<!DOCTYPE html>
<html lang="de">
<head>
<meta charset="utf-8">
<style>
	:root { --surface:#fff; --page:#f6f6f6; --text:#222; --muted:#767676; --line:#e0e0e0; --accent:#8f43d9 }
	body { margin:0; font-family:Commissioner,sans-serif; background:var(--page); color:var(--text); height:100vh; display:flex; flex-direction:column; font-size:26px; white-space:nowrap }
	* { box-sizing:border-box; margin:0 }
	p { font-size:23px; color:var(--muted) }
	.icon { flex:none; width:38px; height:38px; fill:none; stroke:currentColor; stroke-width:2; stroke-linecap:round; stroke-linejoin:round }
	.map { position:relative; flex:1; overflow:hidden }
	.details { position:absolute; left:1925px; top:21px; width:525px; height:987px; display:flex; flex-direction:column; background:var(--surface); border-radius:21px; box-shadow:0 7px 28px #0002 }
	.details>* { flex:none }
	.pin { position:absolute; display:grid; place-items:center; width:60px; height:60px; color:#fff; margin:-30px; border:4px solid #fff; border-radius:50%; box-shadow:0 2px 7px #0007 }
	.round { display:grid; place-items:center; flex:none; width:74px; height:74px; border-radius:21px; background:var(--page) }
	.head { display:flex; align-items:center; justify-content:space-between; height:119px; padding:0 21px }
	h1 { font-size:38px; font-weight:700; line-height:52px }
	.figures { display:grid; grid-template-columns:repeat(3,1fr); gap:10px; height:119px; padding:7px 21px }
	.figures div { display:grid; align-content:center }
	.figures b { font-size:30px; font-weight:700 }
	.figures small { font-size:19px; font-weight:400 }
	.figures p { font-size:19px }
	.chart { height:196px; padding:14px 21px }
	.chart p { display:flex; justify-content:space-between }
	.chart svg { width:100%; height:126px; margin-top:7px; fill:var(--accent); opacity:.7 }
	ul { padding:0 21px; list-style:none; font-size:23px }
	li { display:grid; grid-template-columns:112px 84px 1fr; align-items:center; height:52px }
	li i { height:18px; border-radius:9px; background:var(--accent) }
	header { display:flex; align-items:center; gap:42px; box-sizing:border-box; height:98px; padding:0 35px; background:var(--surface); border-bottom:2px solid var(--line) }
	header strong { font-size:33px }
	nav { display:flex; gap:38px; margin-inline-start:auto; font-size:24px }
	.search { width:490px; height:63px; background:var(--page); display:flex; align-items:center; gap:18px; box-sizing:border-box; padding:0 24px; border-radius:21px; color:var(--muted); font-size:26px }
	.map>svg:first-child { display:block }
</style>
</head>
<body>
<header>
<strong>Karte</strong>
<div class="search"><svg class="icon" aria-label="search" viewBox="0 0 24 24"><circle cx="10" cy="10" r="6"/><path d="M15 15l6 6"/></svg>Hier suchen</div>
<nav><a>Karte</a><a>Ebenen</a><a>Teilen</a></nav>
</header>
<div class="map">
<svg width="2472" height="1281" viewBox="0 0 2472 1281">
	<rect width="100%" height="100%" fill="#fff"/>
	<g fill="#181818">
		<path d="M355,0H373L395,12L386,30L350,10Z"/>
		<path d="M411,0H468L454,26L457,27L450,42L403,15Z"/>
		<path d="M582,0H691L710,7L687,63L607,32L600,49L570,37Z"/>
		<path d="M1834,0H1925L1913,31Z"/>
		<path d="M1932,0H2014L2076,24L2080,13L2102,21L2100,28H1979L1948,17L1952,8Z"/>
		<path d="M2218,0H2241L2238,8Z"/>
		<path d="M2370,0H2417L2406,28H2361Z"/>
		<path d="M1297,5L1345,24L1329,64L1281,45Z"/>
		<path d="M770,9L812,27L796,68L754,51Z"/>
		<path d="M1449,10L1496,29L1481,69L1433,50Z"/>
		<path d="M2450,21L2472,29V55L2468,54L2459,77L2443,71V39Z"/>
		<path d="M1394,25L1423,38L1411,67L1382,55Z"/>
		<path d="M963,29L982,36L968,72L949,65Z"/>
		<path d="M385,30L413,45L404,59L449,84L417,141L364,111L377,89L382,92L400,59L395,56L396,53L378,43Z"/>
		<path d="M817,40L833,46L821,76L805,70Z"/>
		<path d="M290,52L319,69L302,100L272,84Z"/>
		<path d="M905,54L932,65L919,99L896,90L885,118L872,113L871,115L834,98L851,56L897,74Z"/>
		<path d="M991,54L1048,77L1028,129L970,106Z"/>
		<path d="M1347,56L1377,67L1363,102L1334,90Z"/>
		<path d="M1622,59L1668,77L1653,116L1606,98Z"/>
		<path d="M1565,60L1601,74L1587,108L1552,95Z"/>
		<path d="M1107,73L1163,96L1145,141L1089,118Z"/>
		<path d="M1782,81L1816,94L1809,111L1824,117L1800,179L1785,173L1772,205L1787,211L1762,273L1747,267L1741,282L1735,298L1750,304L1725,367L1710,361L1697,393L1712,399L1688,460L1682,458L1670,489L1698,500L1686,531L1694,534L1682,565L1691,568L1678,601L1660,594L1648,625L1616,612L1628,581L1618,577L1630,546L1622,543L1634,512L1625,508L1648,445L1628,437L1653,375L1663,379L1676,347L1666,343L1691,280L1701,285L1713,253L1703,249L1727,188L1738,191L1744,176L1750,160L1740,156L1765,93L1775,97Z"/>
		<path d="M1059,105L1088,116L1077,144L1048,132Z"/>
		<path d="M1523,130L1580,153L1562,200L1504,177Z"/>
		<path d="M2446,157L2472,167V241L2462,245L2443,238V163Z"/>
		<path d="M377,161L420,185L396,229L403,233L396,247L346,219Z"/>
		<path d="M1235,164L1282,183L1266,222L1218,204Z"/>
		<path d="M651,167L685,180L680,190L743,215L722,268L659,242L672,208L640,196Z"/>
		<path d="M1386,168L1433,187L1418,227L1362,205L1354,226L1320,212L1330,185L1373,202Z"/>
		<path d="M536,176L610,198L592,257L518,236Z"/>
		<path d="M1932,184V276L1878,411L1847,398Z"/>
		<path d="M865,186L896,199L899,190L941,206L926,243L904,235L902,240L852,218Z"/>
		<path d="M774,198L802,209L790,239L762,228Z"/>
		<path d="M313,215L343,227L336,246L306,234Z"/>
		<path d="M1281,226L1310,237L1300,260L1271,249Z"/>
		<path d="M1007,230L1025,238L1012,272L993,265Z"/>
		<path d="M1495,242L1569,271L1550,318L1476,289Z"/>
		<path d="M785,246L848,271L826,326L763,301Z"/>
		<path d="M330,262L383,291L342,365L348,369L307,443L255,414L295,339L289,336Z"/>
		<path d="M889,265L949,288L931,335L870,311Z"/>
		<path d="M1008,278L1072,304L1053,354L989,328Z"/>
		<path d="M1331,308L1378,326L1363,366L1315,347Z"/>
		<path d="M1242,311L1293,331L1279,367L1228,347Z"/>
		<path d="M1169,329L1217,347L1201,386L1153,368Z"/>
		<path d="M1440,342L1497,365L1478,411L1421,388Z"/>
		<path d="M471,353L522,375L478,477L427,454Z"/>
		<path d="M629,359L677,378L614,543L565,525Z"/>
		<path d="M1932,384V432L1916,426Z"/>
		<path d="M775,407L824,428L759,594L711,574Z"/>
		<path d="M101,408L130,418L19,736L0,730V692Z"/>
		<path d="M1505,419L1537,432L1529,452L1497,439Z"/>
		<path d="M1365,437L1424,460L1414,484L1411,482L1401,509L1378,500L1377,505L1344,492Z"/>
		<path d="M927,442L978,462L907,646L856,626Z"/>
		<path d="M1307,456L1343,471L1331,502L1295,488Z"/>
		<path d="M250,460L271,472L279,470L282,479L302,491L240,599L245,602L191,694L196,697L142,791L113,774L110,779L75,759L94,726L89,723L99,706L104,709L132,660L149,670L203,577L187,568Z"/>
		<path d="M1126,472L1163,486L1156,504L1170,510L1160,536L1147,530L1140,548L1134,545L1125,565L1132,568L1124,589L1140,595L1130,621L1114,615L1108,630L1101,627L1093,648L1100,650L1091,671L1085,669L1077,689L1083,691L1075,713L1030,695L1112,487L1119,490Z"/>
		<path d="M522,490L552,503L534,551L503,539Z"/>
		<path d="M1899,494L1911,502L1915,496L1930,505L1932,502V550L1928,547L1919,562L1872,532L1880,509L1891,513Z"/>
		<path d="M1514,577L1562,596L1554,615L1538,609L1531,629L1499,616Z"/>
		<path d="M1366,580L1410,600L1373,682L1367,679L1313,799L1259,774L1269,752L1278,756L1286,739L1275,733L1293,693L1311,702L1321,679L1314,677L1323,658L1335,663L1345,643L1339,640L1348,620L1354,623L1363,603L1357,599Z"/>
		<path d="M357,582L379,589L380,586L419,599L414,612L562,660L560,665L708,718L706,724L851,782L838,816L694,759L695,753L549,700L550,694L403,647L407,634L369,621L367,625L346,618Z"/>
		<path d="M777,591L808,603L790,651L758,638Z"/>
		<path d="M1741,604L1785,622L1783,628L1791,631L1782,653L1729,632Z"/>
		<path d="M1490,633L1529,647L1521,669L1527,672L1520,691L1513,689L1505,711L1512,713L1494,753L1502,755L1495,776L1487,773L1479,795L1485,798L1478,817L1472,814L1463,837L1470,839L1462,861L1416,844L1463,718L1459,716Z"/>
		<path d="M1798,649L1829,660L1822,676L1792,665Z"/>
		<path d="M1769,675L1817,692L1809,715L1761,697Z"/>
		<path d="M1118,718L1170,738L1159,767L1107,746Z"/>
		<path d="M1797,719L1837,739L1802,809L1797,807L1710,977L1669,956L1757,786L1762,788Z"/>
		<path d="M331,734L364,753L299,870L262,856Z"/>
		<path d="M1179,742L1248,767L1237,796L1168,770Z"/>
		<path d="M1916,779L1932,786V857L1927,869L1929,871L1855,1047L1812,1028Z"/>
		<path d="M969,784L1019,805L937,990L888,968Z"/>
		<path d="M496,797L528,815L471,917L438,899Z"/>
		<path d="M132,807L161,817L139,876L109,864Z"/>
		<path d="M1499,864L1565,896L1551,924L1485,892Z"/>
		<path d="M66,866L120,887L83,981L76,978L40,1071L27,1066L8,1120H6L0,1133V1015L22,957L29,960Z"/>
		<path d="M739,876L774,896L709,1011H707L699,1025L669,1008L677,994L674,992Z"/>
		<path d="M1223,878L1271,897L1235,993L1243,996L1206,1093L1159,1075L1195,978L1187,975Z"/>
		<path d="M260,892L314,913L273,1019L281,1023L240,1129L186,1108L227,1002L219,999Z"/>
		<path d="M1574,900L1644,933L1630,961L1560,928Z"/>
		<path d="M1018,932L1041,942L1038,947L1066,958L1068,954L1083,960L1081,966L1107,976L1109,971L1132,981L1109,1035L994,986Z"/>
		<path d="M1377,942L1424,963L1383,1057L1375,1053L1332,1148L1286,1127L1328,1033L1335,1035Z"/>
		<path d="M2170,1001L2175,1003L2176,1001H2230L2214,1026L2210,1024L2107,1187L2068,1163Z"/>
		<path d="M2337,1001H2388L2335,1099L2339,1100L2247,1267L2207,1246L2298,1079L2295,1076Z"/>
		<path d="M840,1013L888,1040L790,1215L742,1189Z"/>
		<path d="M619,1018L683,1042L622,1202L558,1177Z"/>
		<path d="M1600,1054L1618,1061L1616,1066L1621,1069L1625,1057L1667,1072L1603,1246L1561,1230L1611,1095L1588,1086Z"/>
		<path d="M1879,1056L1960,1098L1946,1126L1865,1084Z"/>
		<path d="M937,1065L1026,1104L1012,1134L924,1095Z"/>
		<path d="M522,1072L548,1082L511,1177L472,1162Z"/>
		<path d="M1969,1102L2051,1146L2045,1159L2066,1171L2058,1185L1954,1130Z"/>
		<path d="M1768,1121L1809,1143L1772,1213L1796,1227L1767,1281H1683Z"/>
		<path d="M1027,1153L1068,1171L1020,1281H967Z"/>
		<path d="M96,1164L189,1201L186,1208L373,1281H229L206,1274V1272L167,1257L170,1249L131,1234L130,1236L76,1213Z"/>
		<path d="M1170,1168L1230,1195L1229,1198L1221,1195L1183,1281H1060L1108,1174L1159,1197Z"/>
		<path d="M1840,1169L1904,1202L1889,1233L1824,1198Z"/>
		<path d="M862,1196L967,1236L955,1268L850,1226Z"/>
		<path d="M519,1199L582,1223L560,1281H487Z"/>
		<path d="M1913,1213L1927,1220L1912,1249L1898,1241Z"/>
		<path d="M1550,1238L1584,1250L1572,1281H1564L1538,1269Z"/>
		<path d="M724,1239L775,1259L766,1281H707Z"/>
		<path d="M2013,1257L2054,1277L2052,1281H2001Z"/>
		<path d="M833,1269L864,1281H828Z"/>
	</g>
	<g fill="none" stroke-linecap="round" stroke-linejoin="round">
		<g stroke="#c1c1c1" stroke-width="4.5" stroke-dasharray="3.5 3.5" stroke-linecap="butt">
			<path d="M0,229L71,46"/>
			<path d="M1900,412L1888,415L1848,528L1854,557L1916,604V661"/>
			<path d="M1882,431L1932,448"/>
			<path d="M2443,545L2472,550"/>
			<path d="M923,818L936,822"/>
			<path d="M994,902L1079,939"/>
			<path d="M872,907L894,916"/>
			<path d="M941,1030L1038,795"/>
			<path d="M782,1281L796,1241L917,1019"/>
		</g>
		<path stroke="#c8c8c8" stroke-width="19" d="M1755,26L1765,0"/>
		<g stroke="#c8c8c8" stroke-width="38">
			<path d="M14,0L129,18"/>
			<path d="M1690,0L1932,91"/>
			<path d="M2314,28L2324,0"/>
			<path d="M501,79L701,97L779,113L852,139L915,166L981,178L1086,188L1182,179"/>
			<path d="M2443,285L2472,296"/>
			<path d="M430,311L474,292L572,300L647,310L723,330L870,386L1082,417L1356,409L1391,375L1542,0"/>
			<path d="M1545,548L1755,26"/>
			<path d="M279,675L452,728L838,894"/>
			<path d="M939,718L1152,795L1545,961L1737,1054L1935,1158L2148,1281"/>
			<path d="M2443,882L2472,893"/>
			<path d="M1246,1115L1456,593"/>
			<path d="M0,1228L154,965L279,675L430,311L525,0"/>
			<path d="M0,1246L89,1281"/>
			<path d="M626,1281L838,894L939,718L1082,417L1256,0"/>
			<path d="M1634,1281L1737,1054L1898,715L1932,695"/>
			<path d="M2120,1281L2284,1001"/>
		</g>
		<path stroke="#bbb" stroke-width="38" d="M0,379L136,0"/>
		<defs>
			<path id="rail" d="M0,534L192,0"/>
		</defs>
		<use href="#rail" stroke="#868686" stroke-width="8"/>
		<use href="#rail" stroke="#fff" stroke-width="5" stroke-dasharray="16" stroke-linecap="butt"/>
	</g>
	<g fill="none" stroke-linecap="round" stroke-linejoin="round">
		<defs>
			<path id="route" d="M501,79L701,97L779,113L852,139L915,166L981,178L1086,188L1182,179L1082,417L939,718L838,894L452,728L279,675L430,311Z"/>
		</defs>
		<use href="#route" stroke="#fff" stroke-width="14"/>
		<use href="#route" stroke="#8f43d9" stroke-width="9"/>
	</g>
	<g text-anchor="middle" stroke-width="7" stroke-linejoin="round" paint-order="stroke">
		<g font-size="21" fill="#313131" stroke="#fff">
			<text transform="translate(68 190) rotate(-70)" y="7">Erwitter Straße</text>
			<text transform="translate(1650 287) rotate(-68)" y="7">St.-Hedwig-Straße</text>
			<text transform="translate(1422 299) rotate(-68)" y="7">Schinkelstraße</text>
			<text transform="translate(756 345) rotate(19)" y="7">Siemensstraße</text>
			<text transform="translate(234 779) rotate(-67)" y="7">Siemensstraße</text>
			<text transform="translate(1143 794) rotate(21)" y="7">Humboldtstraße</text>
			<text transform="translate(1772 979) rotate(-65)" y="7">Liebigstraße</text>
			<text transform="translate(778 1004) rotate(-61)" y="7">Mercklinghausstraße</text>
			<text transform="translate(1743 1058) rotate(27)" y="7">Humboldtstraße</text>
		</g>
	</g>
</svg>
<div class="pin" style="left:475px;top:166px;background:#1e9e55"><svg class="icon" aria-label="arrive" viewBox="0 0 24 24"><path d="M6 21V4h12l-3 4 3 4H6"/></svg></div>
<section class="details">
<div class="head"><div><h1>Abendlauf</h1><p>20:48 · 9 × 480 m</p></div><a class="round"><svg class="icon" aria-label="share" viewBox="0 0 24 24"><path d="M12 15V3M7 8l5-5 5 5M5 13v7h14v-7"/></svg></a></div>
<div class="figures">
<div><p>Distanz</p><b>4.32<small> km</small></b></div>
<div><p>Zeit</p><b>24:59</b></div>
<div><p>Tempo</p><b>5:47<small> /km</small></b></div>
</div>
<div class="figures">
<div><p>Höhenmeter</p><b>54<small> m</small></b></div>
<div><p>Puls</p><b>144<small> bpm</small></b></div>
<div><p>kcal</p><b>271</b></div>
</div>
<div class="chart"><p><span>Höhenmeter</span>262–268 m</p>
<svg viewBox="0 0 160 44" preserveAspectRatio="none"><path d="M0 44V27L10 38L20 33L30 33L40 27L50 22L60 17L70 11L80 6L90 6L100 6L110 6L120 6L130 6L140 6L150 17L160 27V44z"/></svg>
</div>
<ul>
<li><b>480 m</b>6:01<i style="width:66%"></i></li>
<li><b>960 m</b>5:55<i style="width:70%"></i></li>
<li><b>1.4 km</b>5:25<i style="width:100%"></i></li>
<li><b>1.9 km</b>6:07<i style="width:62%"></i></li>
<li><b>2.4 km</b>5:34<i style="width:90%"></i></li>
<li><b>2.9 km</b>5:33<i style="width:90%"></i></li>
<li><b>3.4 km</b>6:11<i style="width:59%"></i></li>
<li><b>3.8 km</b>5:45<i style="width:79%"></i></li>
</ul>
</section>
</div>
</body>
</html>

■ ■ ■ ■ ■ ■ ■

Using the entries above, find all lines with "direction". Copy them.

Task result:
	body { margin:0; font-family:Commissioner,sans-serif; background:var(--page); color:var(--text); height:100vh; display:flex; flex-direction:column; font-size:26px; white-space:nowrap }
	.details { position:absolute; left:1925px; top:21px; width:525px; height:987px; display:flex; flex-direction:column; background:var(--surface); border-radius:21px; box-shadow:0 7px 28px #0002 }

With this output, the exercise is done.